I got to my feet, cursing myself for all kinds of a fool, and took my needler from the inside pocket of my coat. These represent as high an achievement of the gun-maker’s art as I can imagine, being no bigger or heavier than a water-pistol, rechargeable by solar power and capable of firing a needle-sized steel pin at supersonic speeds, three per second to the limit of the thousand-pin magazine. I’ve always hated the things: the timeline that developed them was found littered with needlers and all-but-empty of people, and if you think that is coincidence then gods bless you for your innocence. But like the device or not I was a fool for not having it in my hand from the moment I climbed through the window.
And so, needler in one hand and stunner in the other I ran through the door and collided head-on with Messoune, who was hell-bent on coming the other way – gods know why; I never did figure it out. I’d like to take credit for tactical brilliance but the plain fact is that the shock of the impact set both guns off. Police records are full of cases where people blaze away with handguns and manage to miss from a distance of only a few feet, but my stunner and needler were literally touching him when they discharged. He was moving a good bit faster than I – well, for whatever reason we went back into the room and landed in a heap on the floor with me at the bottom of the pile. I had just enough wits to stun him again, then rolled free as he thrashed; his brain might not be able to send signals to his muscles but feedback, shock and neural overload made him twitch like an epileptic.
By this point I was beyond caring about his condition, I just wanted him to lie still so I could kill him. I stunned him a couple of times more, then noticed the blood on the floor and on his clothes. The needler had removed a chunk of flesh from the general area of his liver and kidneys, a piece about the size of a small apple: not nearly enough damage to kill him. So I leaned over and put the barrel of the needler to his eye and pulled the trigger. I was beyond anger, past rage, gone into a dark place where all my intellect was bent to the task of killing him as thoroughly as possible.

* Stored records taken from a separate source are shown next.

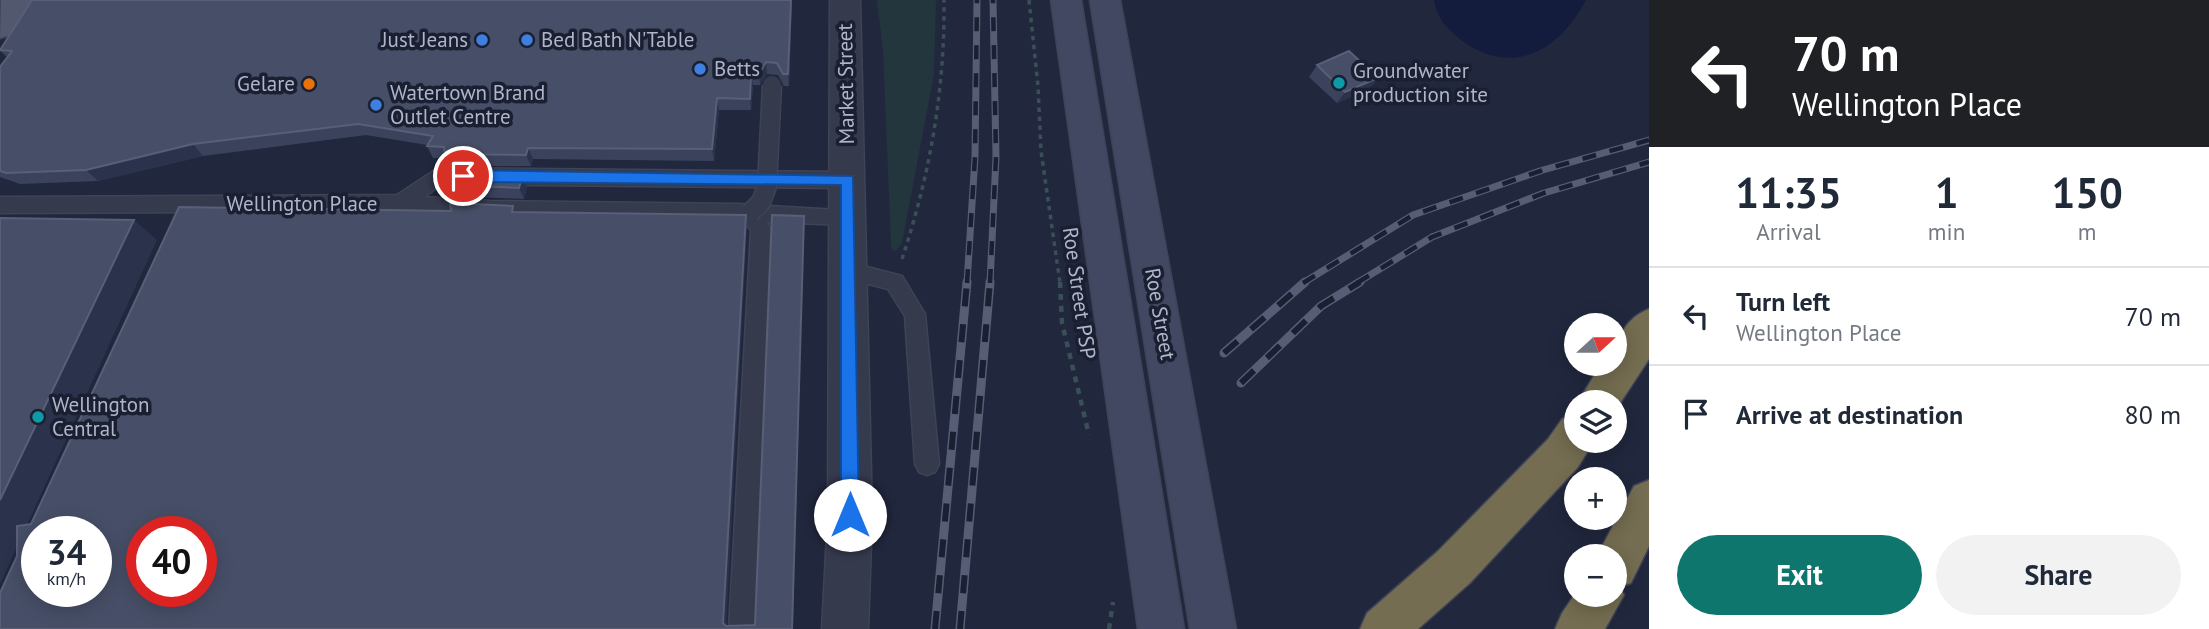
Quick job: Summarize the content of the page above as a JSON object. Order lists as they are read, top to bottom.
{
  "streets": {
    "main road": ["Roe Street"],
    "street": ["Market Street"],
    "lane": ["Wellington Place"],
    "path": ["Roe Street PSP"]
  },
  "crossings": [
    ["Market Street", "Wellington Place"]
  ],
  "places": [
    "Just Jeans",
    "Bed Bath N'Table",
    "Betts",
    "Groundwater production site",
    "Gelare",
    "Watertown Brand Outlet Centre",
    "Wellington Central"
  ],
  "north": "right",
  "page": {
    "turn": ["70 m", "Wellington Place"],
    "eta": [
      "11:35",
      "Arrival",
      "1",
      "min",
      "150",
      "m"
    ],
    "list": [
      {
        "name": "Turn left",
        "note": "Wellington Place",
        "value": "70 m"
      },
      {
        "name": "Arrive at destination",
        "value": "80 m"
      }
    ],
    "map_buttons": ["+", "−"],
    "speed": "34 km/h",
    "limit": "40",
    "buttons": ["Exit", "Share"]
  }
}
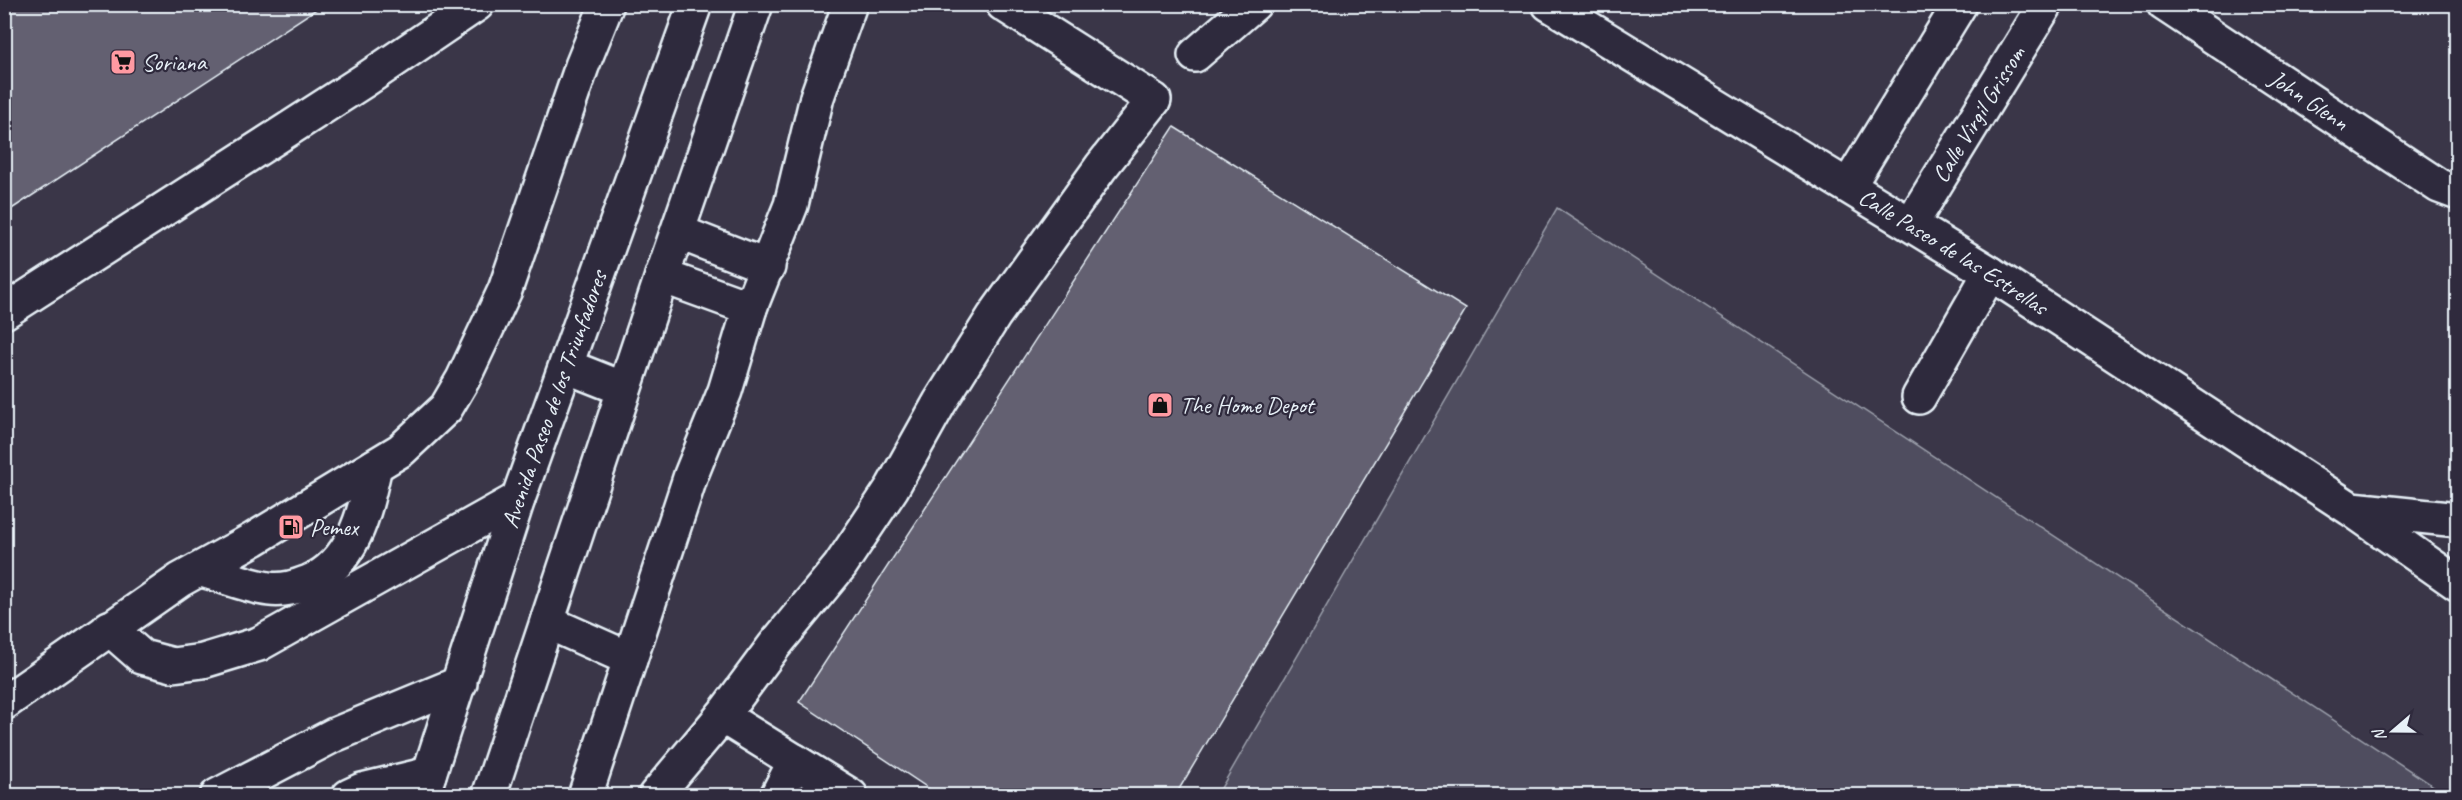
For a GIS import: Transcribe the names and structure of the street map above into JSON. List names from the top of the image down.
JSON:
{
  "streets": {
    "street": [
      "John Glenn",
      "Calle Virgil Grissom",
      "Calle Paseo de las Estrellas",
      "Avenida Paseo de los Triunfadores"
    ]
  },
  "crossings": [
    ["Calle Virgil Grissom", "Calle Paseo de las Estrellas"]
  ],
  "places": {
    "supermarket": ["Soriana"],
    "shop": ["The Home Depot"],
    "fuel station": ["Pemex"]
  },
  "north": "left"
}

The needle doesn’t really have enough mass to penetrate steel-reinforced bone, but when it leaves the barrel it has speed enough that impact vaporizes the metal with heat and force capable of turning solids into gas. His head rocked with the impact and gouts of gasified brain-matter blew out of the eyesockets – the other eye went up like a missile, optic nerve still attached. I wiped my hand clean on a bedsheet and retrieved the needler from across the room, mindful to be less showy in the future. When the gun was knocked out of my hand it had discharged at least three times, leaving a pocked trail in the walls and ceiling and a haze of plaster dust in the air.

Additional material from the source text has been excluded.